Now agents can text farmers to ensure that their crops are in demand, free of spoilage and using the right levels of pesticides for their end market, said King-Bischof. And farmers can have a long-term relationship with steady prices, or pick up contracting gigs when they can. The platform also provides farmers with access to financial services like loans and insurance.
Ross said King-Bischof's willingness to get her hands dirty is a big driver of the company's success.
"With Ashley, before she even got to the program, I would see pictures of her on Facebook in the back of a vehicle shipping onions," Ross said. "That's the kind of hustle you need. It's incredible to see how hands-on she was able to get at an early stage."
King-Bischof, in turn, credits much of the company's rapid success to the connections she made at Halcyon, which houses eight social entrepreneurs for five months at a time in Washington and provides them with stipends and support from Amazon Web Services, Deloitte, KPMG and other major business brands.

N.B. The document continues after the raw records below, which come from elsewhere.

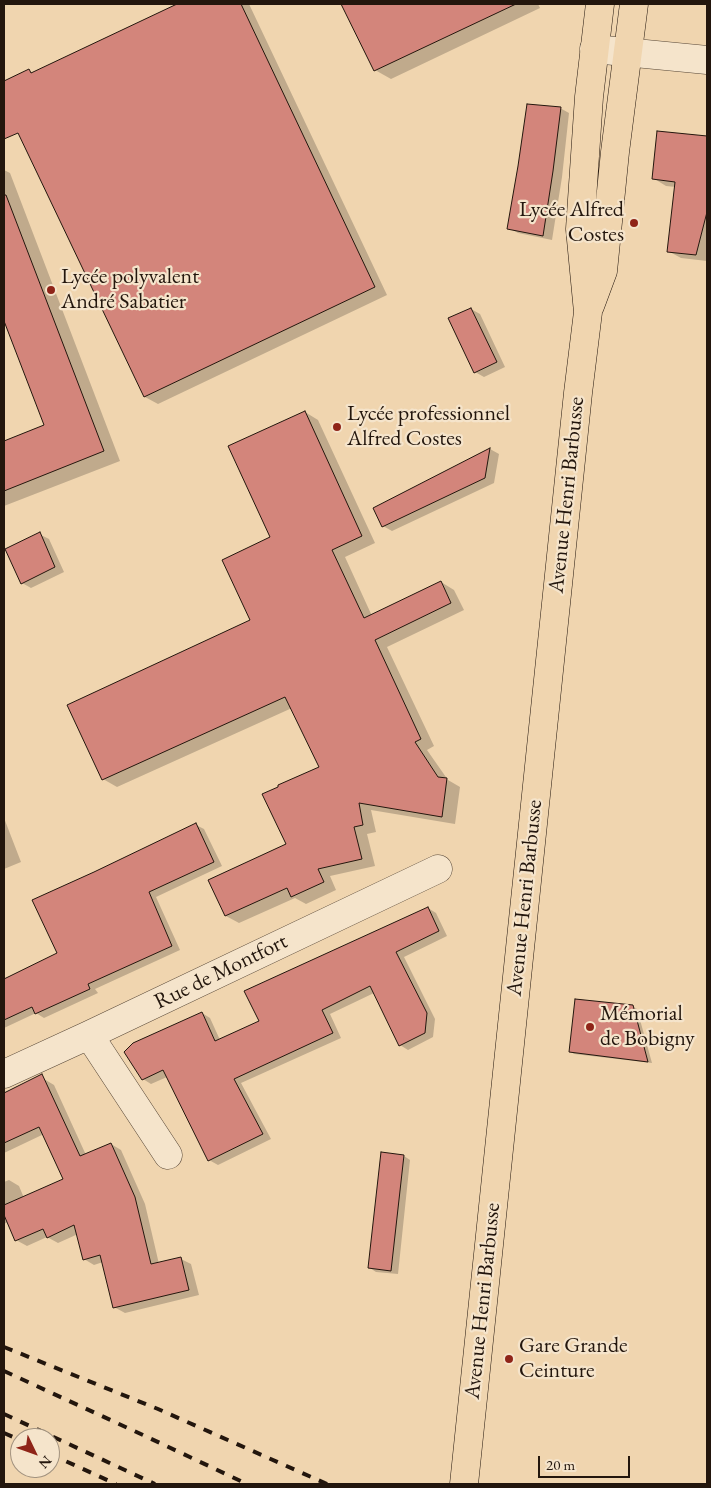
<!DOCTYPE html>
<html>
<head>
<meta charset="utf-8">
<style>
	body { margin:0 }
	#map { position:relative; width:711px; height:1488px; overflow:hidden; background:#f0d5af; font-family:"EB Garamond",serif }
	canvas { display:block }
	.frame { position:absolute; inset:0; border:5px solid #23160d; pointer-events:none }
	.north { position:absolute; left:10px; top:1428px; width:50px; height:50px; box-sizing:border-box; background:#f5e4cb; border:1px solid #a1927f; border-radius:50%; rotate:132deg; font-size:14px; font-weight:700; line-height:20px; text-align:center; color:#23160d }
	.north::after { content:''; display:block; margin:auto; width:18px; height:22px; background:#8f2418; clip-path:polygon(50% 0,100% 100%,50% 72%,0 100%) }
	.scale { position:absolute; left:538px; top:1456px; width:92px; height:22px; box-sizing:border-box; border:2px solid #23160d; border-top:0; padding-left:6px; font-size:15px; line-height:18px; white-space:nowrap; color:#23160d; -webkit-text-stroke:4px #f5e4cb; paint-order:stroke }
</style>
</head>
<body>
<div id="map">
<canvas width="711" height="1488"></canvas>
<div class="frame"></div>
<div class="north">N</div>
<div class="scale">20 m</div>
</div>
<script>
const c = document.querySelector('canvas').getContext('2d');
c.lineJoin = 'round';
function paint(path, color) { c.fillStyle = color; c.fill(path, 'evenodd'); }
const shape = rows => new Path2D(rows.map(r => 'M' + r).join(''));
function strokePath(path, color, width, dash) { c.strokeStyle = color; c.lineWidth = width; c.lineCap = dash ? 'butt' : 'round'; c.setLineDash(dash || []); c.stroke(path); }
function drawText(font, color, halo, rows, align = 'center') {
  c.font = font + ' "EB Garamond",serif'; c.lineWidth = 4.5; c.setLineDash([]); c.textBaseline = 'middle'; c.strokeStyle = halo; c.fillStyle = color; for (const [text, x, y, turn = 0] of rows) {
    c.save(); c.translate(x, y); c.rotate((+turn || 0) * Math.PI / 180); c.textAlign = isNaN(turn) ? turn : align; if (halo) c.strokeText(text, 0, 0); c.fillText(text, 0, 0); c.restore();
  }
}
paint(shape([
	[180,4,249,4,387,295,158,404,145,397,4,99,4,82,29,71,33,73],
	[342,4,538,4,540,8,391,79,375,70],
	[560,108,569,113,562,177,552,240,518,233,509,228],
	[658,133,707,137,707,261,681,258,668,251,676,187,666,186,653,178],
	[4,170,10,173,120,461,4,506,4,442,45,426,4,317],
	[471,309,480,314,505,367,484,377,475,372],
	[305,412,318,420,375,543,345,557,372,616,441,582,454,590,464,610,387,647,434,746,427,750,448,780,460,787,455,824,371,810,376,832,367,834,375,866,330,876,336,890,306,904,295,898,239,923,226,916,209,881,287,844,320,768,292,708,117,787,103,779,252,621],
	[490,449,499,454,494,483,392,531,383,526,375,508],
	[39,534,49,539,64,572,31,588,22,583],
	[4,818,21,862,4,869],
	[196,825,204,829,222,866,156,897,180,950,95,989,98,993,44,1018,36,1013,4,1028,4,980,58,953],
	[428,908,436,913,447,936,404,957,435,1019,433,1037,408,1050,400,1045,374,993,330,1014,341,1038,241,1083,271,1139,218,1165,209,1160,167,1077,151,1084,143,1079,202,1013,210,1018,220,1040,260,1022],
	[632,1006,637,1009,652,1063,574,1054,570,1051],
	[44,1079,54,1085,86,1155,111,1144,121,1150,145,1204,159,1264,181,1259,191,1264,199,1295,125,1313,114,1307,103,1262,94,1265,84,1259,78,1234,58,1243,47,1237,27,1246,16,1240,8,1222,4,1224,4,1182,9,1180,19,1186,24,1198,64,1180,44,1134,4,1153,4,1098],
	[404,1156,410,1160,398,1274,376,1272,370,1268]
]), '#0003');
const building = shape([
	[177,4,241,4,375,287,144,397,18,133,4,139,4,81,29,69,31,73,177,4],
	[341,4,516,4,374,71,341,4],
	[527,104,561,107,553,171,543,236,507,229,518,166,527,104],
	[657,131,707,136,707,212,696,255,667,252,675,182,652,179,657,131],
	[4,195,6,195,104,451,4,491,4,441,44,425,4,321,4,195],
	[471,308,497,362,474,373,448,318,471,308],
	[305,411,362,536,332,550,364,618,441,581,451,603,375,640,421,739,415,742,438,777,447,778,442,817,359,803,363,825,354,827,362,859,318,869,324,882,291,897,287,888,225,916,208,880,286,844,262,794,278,787,278,785,319,767,285,697,102,780,67,705,250,620,222,560,270,537,228,446,305,411],
	[490,448,485,478,382,527,373,508,490,448],
	[40,532,55,567,21,584,5,549,40,532],
	[196,823,214,862,149,892,172,946,88,984,90,989,35,1014,32,1007,4,1020,4,979,57,953,32,900,94,872,196,823],
	[428,907,439,931,396,952,427,1013,425,1033,399,1046,370,986,322,1010,333,1033,234,1079,263,1134,208,1161,163,1070,142,1080,124,1052,133,1043,202,1012,215,1041,259,1021,244,991,428,907],
	[575,999,633,1005,648,1062,569,1052,575,999],
	[42,1074,80,1156,111,1143,135,1197,151,1264,181,1257,189,1290,113,1308,100,1255,83,1260,74,1225,47,1238,43,1229,15,1241,4,1215,4,1205,63,1179,39,1127,4,1143,4,1093,42,1074],
	[381,1152,404,1155,391,1271,368,1268,381,1152]
]);
paint(building, '#d3857b');
strokePath(building, '#23160d', 1);
const minor = shape([
	[594,49,707,60],
	[89,1035,168,1155],
	[4,1074,89,1035,438,869]
]);
const primary = shape([
	[590,306,603,271,615,152,634,4],
	[464,1484,578,393,588,312,580,229,589,97,600,4]
]);
strokePath(minor, '#564636', 29);
strokePath(primary, '#23160d', 29);
strokePath(minor, '#f5e4cb', 28);
strokePath(primary, '#f0d5af', 28);
strokePath(shape([
	[4,1347,158,1409,327,1484],
	[4,1371,143,1435,247,1484],
	[4,1414,155,1484],
	[4,1433,20,1440],
	[50,1454,116,1484]
]), '#23160d', 4, [9, 9]);
for (const [x, y, r, color] of [
	[634,223,5,"#8f2418"],
	[51,290,5,"#8f2418"],
	[337,427,5,"#8f2418"],
	[590,1027,5,"#8f2418"],
	[509,1359,5,"#8f2418"]
]) { const dot = new Path2D(); dot.arc(x, y, r, 0, 2 * Math.PI); c.fillStyle = color; c.fill(dot); strokePath(dot, '#f5e4cb', 2); }
drawText('22px', '#23160d', '#f5e4cb', [
	["Lycée Alfred",624,210,"right"],
	["Costes",624,235,"right"],
	["Lycée polyvalent",61,277],
	["André Sabatier",61,302],
	["Lycée professionnel",347,414],
	["Alfred Costes",347,439],
	["Mémorial",600,1014],
	["de Bobigny",600,1039],
	["Gare Grande",519,1346],
	["Ceinture",519,1371]
], 'left');
drawText('22px', '#23160d', '#f5e4cb', [
	["Avenue Henri Barbusse",567,495,-84],
	["Avenue Henri Barbusse",525,898,-84],
	["Rue de Montfort",221,972,-26],
	["Avenue Henri Barbusse",483,1301,-84]
]);
</script>
</body>
</html>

"It's a really great example of public-private partnership," said Kate Goodall, the chief operating officer of the S&R Foundation, which operates the incubator. "It provides fellows with headspace so you can breathe and focus on what you're doing. And something we call facilitated serendipity: access, which is really about connecting with great problem solvers."

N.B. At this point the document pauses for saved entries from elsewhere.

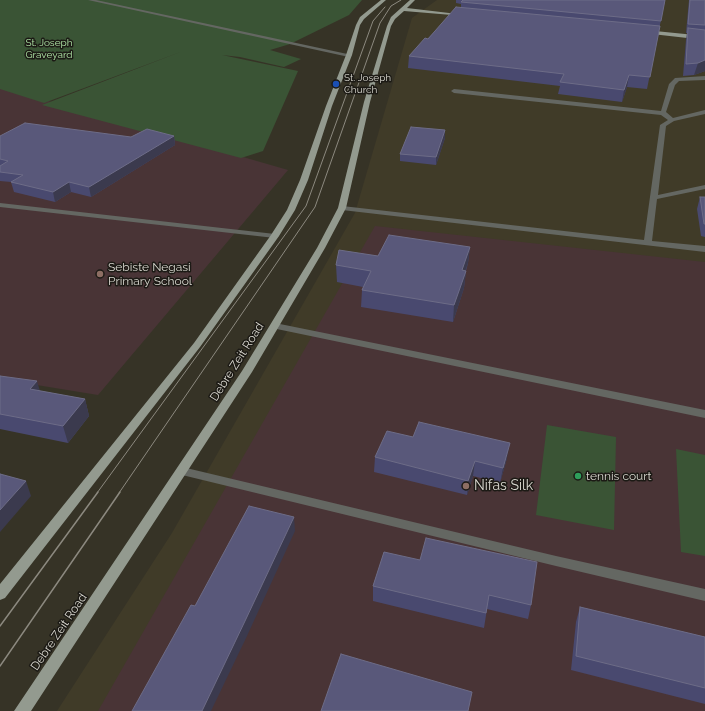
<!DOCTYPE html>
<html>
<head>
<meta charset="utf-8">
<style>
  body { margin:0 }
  canvas { display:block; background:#363326 }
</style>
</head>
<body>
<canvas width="705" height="711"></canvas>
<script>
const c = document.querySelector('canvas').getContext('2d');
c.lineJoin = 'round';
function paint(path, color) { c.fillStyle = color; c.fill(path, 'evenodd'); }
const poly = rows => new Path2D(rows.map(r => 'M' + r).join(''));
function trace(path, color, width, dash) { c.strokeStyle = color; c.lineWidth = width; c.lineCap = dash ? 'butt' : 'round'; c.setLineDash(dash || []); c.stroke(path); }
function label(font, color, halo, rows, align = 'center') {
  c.font = font + ' Raleway,sans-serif'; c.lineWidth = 3; c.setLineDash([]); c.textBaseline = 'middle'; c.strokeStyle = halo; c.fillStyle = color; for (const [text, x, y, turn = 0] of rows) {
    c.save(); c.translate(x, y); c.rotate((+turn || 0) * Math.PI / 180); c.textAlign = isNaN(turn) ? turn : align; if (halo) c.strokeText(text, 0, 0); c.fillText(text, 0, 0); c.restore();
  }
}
paint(poly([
  [437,0,705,0,705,711,57,711,172,533,355,213,412,18]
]), '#403b28');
paint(poly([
  [0,87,288,170,98,395,0,379],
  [375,226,705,262,705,711,98,711]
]), '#493436');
paint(poly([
  [0,0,362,0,349,15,290,44,270,50,301,59,284,67,240,57,222,55,298,71,263,151,241,158,42,105,183,51,44,103,0,89],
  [547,425,616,437,614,530,536,515],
  [676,449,705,455,705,556,681,552]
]), '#3a5435');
paint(poly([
  [88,0,96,0,352,55,349,57,88,0],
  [705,76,705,80,679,81,675,85,666,112,673,118,705,110,705,114,674,121,666,126,658,195,705,185,705,189,657,199,652,241,705,246,705,252,342,210,338,208,342,206,644,240,660,125,668,120,661,115,454,93,451,91,454,89,661,111,669,84,675,78,705,76],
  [0,203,275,234,279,236,275,238,0,207,0,203],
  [275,323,705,410,705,418,272,328,270,326,275,323],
  [182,467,556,556,705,589,705,601,556,566,178,474,176,471,178,468,182,467]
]), '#646762');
paint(poly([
  [381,0,386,0,364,19,360,25,352,55,332,106,308,180,295,210,279,236,200,347,5,598,0,600,0,584,194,343,271,235,287,210,300,180,326,106,346,55,356,25,360,17,381,0],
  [410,0,415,0,407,8,466,15,464,16,404,11,395,19,391,26,370,102,346,208,325,248,252,372,31,711,14,711,242,371,317,248,338,208,364,102,387,26,391,17,410,0],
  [645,30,705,36,705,40,643,33,643,31,645,30]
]), '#939a8f');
trace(poly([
  [97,493,306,206,373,21,385,7],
  [119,493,315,207,380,23,391,6,401,0]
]), '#8c897f', 1);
trace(poly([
  [0,626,98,492],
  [0,666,120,492]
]), '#8c897f', 1.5);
paint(poly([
  [456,0,665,0,647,89,627,87,622,102,558,94,560,86,408,68,409,56,461,7,461,4,456,3],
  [689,0,705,0,705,71,694,75,683,76,686,40,687,33,686,33],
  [445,130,445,138,436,165,400,161,400,154],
  [0,136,131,137,174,136,175,145,91,197,71,192,55,202,14,192,11,182,0,181],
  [700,197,705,197,705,237,701,236,697,209],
  [470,247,468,263,466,271,464,288,453,322,361,307,362,290,363,287,337,282,336,265],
  [0,376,40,391,85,399,89,416,68,443,0,429],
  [413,437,507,458,500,483,473,476,467,495,374,472,375,457],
  [384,552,531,605,528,619,487,609,484,628,373,601,373,586],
  [580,607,705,637,705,704,571,670,576,622]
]), '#49496f');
paint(poly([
  [705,60,705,71,694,75,698,63],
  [629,75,627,87,622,102,624,90],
  [445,130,445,138,436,165,436,157],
  [174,136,175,145,91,197,89,187],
  [69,182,71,192,55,202,53,192],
  [470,247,468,263,460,287,462,270],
  [466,271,464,288,453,322,454,305],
  [37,381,42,398,30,389],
  [85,399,89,416,68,443,63,426],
  [510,443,507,458,500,483,503,468],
  [475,461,473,476,467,495,468,481],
  [26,481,31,496,0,532,0,510],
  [294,517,295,531,247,636,211,711,202,711]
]), '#3b3a4e');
const building = poly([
  [463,0,665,0,661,21,461,2,463,0],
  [690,0,705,0,705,25,688,24,690,0],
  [456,7,660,26,650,77,629,75,624,90,560,82,564,74,409,56,425,38,428,39,456,7],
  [688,28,705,30,705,60,698,63,686,64,688,28],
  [25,123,131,137,147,129,174,136,89,187,69,182,53,192,11,182,23,175,0,172,0,166,8,161,0,159,0,136,25,123],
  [411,127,445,130,436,157,400,154,411,127],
  [700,197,705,197,705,224,704,224,700,197],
  [389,235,470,247,462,270,466,271,454,305,362,290,371,271,336,265,339,250,378,256,389,235],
  [0,376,37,381,30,389,85,399,63,426,0,414,0,376],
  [419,422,510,443,503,468,475,461,468,481,375,457,387,431,413,437,419,422],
  [0,474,26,481,0,510,0,474],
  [249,506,294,517,245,621,202,711,132,711,191,605,195,606,249,506],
  [426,538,537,562,531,605,489,595,486,613,373,586,384,552,420,560,426,538],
  [580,607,705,637,705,688,576,656,580,607],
  [341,654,472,692,468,711,321,711,341,654]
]);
paint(building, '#59587a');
trace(building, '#6d6c87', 1);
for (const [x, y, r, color] of [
  [336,84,4,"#1a4fb4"],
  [100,274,4,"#8d6e63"],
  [578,476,4,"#2e9e5b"],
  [466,486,4,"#8d6e63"]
]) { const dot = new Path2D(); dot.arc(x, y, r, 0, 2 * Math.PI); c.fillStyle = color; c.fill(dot); trace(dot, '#1c1a15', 1.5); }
label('10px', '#b0e6a7', '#1c1a15', [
  ["St. Joseph",49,43],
  ["Graveyard",49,55]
]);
label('10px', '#dad8d0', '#1c1a15', [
  ["St. Joseph",344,78],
  ["Church",344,90]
], 'left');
label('12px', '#dad8d0', '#1c1a15', [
  ["Sebiste Negasi",108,267],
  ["Primary School",108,281],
  ["tennis court",586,476]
], 'left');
label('12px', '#dad8d0', '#1c1a15', [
  ["Debre Zeit Road",237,362,-58],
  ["Debre Zeit Road",59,632,-56]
]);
label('14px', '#dad8d0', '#1c1a15', [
  ["Nifas Silk",474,486]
], 'left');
</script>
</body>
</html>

That's also where King-Bischof met co-founder Zeluis Teixeira, or Ze for short, who is using his expertise as a former bank executive to strike global deals for Markit Opportunity. Teixeira, who has lived in developing nations around the world and has familial roots in agriculture, has a vision for how Markit Opportunity can scale globally.
"With Ze, he has an ability to pivot, do it so seamlessly, and not get down about leaving a lot of work on the table," said Ross, the director of Halcyon.
The two have dramatically different backgrounds. King-Bischof was inspired to create the company after combining knowledge from her Ivy League economics degree, work consulting for NGOs and experience at companies like Yelp and Kiva.org, where she worked in the field in Cameroon. But the pair have one important quality in common, said Ross.
"They have resilience," he said. "It's something you can't just put on an application. You see it in the day to day."